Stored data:
####################
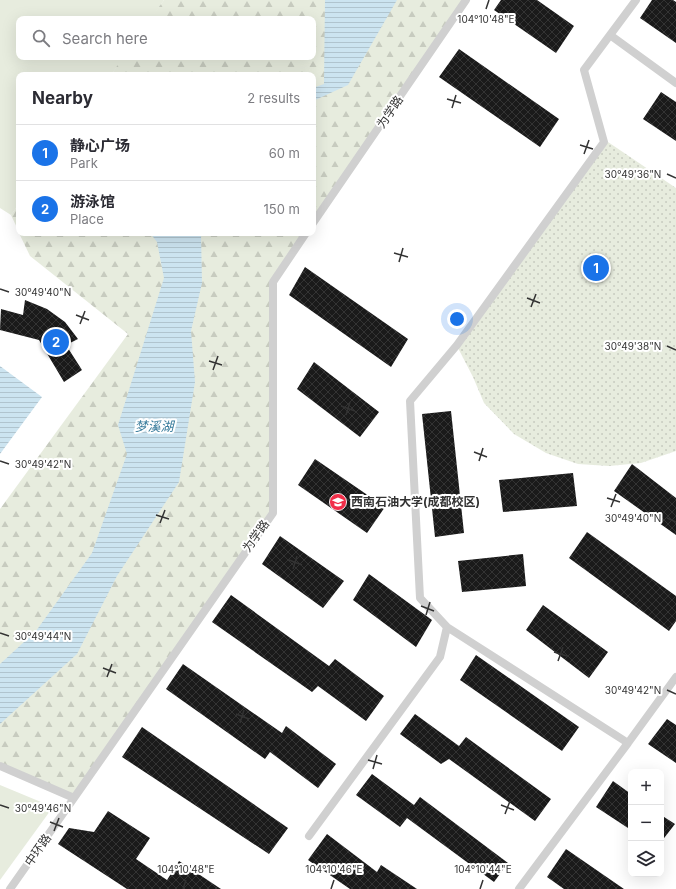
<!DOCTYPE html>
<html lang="en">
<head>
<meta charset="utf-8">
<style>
  :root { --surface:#fff; --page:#f2f2f3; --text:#2b2b33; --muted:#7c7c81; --line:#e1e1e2; --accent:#1a73e8 }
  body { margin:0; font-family:Inter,"Noto Sans SC",sans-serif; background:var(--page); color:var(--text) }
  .controls { position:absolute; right:12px; bottom:12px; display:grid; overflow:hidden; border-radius:8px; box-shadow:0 4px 16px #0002 }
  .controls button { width:36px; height:36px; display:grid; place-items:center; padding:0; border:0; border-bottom:1px solid var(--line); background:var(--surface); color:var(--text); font:20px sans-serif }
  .you { position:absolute; left:457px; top:319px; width:14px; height:14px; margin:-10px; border:3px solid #fff; border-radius:50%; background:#1a73e8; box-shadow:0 0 0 6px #1a73e833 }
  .badge { display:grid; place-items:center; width:26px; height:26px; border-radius:50%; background:var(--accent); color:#fff; font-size:13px; font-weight:700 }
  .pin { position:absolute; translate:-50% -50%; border:2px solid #fff; box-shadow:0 1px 4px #0006 }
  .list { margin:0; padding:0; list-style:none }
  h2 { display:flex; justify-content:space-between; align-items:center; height:52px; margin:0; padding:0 16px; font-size:17px }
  h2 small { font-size:13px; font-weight:400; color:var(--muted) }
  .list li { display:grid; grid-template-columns:26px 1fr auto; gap:12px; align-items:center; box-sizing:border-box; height:56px; padding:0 16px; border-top:1px solid var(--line) }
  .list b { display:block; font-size:15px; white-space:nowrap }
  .list p { margin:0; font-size:13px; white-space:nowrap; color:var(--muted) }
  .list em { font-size:13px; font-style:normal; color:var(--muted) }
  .icon { flex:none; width:22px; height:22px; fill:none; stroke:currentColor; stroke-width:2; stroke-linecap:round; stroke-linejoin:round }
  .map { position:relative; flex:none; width:676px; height:889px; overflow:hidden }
  .search { position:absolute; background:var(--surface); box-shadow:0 4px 16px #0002; left:16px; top:16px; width:300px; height:44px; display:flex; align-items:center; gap:10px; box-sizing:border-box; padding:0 14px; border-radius:8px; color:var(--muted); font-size:15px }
  .panel { position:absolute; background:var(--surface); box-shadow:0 4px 16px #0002; left:16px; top:72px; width:300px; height:164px; border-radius:8px }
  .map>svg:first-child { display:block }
</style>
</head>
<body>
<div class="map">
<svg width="676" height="889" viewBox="0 0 676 889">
  <defs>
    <pattern id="forest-firs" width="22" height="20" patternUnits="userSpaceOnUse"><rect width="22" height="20" fill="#e7ecde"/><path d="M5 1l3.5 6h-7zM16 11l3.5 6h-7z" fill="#c7cbbf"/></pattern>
    <pattern id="park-dots" width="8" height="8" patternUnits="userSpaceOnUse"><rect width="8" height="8" fill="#e7ecde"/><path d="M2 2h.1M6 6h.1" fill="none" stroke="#c7cbbf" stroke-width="1.8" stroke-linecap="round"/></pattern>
    <pattern id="water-rules" width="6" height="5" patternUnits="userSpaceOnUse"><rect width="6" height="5" fill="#cce4f0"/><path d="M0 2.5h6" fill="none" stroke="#b0c4ce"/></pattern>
    <pattern id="building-cross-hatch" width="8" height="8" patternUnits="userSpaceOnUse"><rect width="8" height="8" fill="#1a1a1a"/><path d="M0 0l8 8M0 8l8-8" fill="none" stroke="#333"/></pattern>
  </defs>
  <rect width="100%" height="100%" fill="#fff"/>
  <path fill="#e7ecde" d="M0 0H164L151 19H19V57H124L111 75H19V204L11 215 0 208Z
    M0 785 53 807 0 880Z"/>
  <path fill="url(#forest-firs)" d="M164 0H463L313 218V75H111L123 57H313V19H150Z
    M19 204V232L11 215Z
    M19 233H302L270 283 271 513 74 796 0 765V509L128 334 30 256Z"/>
  <path fill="url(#park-dots)" d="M608 142 676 188V451L641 463 609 466 578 464 546 453 514 434 484 403 473 377 458 348Z"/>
  <path fill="url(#water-rules)" d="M325 0H397L348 85 313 101V88L324 84Z
    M150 233H201L202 283 191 331 195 382 179 482 117 576 77 654 0 724V664L36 631 92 553 127 454 118 425 164 278 157 242Z
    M0 366 42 397 0 454Z"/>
  <path fill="url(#building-cross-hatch)" d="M501 0H537L574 26 556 53 494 10Z
    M652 0H673L676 2V43L640 18Z
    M459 49 559 119 540 147 439 77Z
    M661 92 676 102V141L643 119Z
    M305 267 408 339 391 367 289 295Z
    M25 300 47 309 65 322 78 339 66 345 82 370 64 382 39 340 0 330 1 309 23 315Z
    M314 362 379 412 360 437 297 389Z
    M451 411 464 533 435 537 422 414Z
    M315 459 385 507 367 533 298 485Z
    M632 464 676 498V535L614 491Z
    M573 473 577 506 503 512 499 480Z
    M587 532 676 596V621L669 631 569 558Z
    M280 536 344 581 323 608 262 564Z
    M523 554 526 586 462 592 458 561Z
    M369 574 432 620 416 647 353 600Z
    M231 595 329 666 335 659 384 696 366 721 318 686 312 692 212 622Z
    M543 605 608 652 589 678 526 630Z
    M476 655 579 727 562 751 460 680Z
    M183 664 282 733 286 726 336 764 318 788 270 752 265 759 166 689Z
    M415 714 459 746 466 737 551 799 535 821 449 759 441 764 400 734Z
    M667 719 676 725V763L648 744Z
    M142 727 288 828 269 854 122 757Z
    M372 774 414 805 420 797 508 863 494 882 407 818 400 827 356 795Z
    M613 781 631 794V830L596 807Z
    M108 811 150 838 136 859 167 880 179 861 221 889H127L58 844 69 828 94 832Z
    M661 815 675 824 661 842Z
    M327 834 377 872 381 865 417 889H350L308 860Z
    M566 849 624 889H564L547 877Z"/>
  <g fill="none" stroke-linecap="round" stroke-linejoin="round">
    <path stroke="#d0d0d0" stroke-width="8" d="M610 35 676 83
      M313 223 466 0
      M447 627 628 743 676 677
      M0 766 74 798 10 889
      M74 798 273 513V282L306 233
      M309 836 440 657 447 627 420 598 410 401 457 345 604 142 584 70 636 0
      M519 889 628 743"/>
  </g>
  <path fill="none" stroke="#333" stroke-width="1.5" d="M486 9 489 0M447 99 461 103M452 108 456 95M580 145 593 149M584 154 589 140M667 174 676 178M394 253 408 257M399 262 403 248M0 289 9 292M527 298 540 303M531 307 536 294M76 315 89 320M80 324 85 311M667 346 676 350M209 361 222 365M213 370 218 356M341 406 355 411M346 415 350 402M474 452 487 457M0 461 9 464M479 461 483 448M607 498 620 502M611 507 616 494M156 515 169 519M667 518 676 522M160 523 165 510M289 560 302 565M293 569 297 556M421 606 434 611M426 615 430 602M0 633 9 636M554 652 567 656M558 661 563 647M103 668 116 673M107 677 112 664M667 690 676 694M236 714 249 719M240 723 244 710M368 760 382 764M373 769 377 755M0 805 9 808M501 805 514 810M505 814 510 801M50 822 63 827M54 831 59 818M183 889 186 880M331 889 334 880M480 889 483 880"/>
  <defs>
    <g id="university-disc" transform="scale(0.9)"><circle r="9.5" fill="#f12e49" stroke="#fff"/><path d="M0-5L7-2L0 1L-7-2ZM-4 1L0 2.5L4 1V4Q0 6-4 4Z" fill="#fff"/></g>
  </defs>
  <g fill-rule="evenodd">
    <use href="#university-disc" x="338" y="502"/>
  </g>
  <g text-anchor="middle" stroke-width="4" stroke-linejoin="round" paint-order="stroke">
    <g font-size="12" fill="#333" stroke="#fff">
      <text transform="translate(390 112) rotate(-56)" y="4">为学路</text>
      <text transform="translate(256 536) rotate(-55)" y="4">为学路</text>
      <text transform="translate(38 850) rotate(-55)" y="4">中环路</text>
    </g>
    <g font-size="12" font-weight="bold" fill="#333" stroke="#fff" text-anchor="start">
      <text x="351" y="506">西南石油大学(成都校区)</text>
    </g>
    <g font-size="13" font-style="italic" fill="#397c9c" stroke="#fff">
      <text x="154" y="431">梦溪湖</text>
    </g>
  </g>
  <g font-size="10" text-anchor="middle" fill="#333" stroke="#fff" stroke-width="4" stroke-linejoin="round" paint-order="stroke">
    <text x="486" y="23">104°10'48"E</text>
    <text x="633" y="178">30°49'36"N</text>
    <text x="43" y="296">30°49'40"N</text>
    <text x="633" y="350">30°49'38"N</text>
    <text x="43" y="468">30°49'42"N</text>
    <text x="633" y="522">30°49'40"N</text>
    <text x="43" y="640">30°49'44"N</text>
    <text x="633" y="694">30°49'42"N</text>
    <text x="43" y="812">30°49'46"N</text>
    <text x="186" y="873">104°10'48"E</text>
    <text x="334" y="873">104°10'46"E</text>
    <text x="483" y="873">104°10'44"E</text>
  </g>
</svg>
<div class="controls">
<button>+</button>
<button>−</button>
<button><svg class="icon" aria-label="layers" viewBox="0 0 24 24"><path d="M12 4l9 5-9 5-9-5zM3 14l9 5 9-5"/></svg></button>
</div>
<div class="you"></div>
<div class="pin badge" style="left:596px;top:268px">1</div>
<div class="pin badge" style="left:56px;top:342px">2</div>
<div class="search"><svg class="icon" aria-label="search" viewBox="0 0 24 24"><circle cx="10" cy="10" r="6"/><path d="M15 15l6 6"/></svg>Search here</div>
<section class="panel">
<h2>Nearby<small>2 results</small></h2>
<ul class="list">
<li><span class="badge">1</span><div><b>静心广场</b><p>Park</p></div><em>60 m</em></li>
<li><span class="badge">2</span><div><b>游泳馆</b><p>Place</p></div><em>150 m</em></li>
</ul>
</section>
</div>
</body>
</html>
####################
*Exercise requirements*
Take every line from the data above that holds "white" and copy it out.

*Output*
  .list b { display:block; font-size:15px; white-space:nowrap }
  .list p { margin:0; font-size:13px; white-space:nowrap; color:var(--muted) }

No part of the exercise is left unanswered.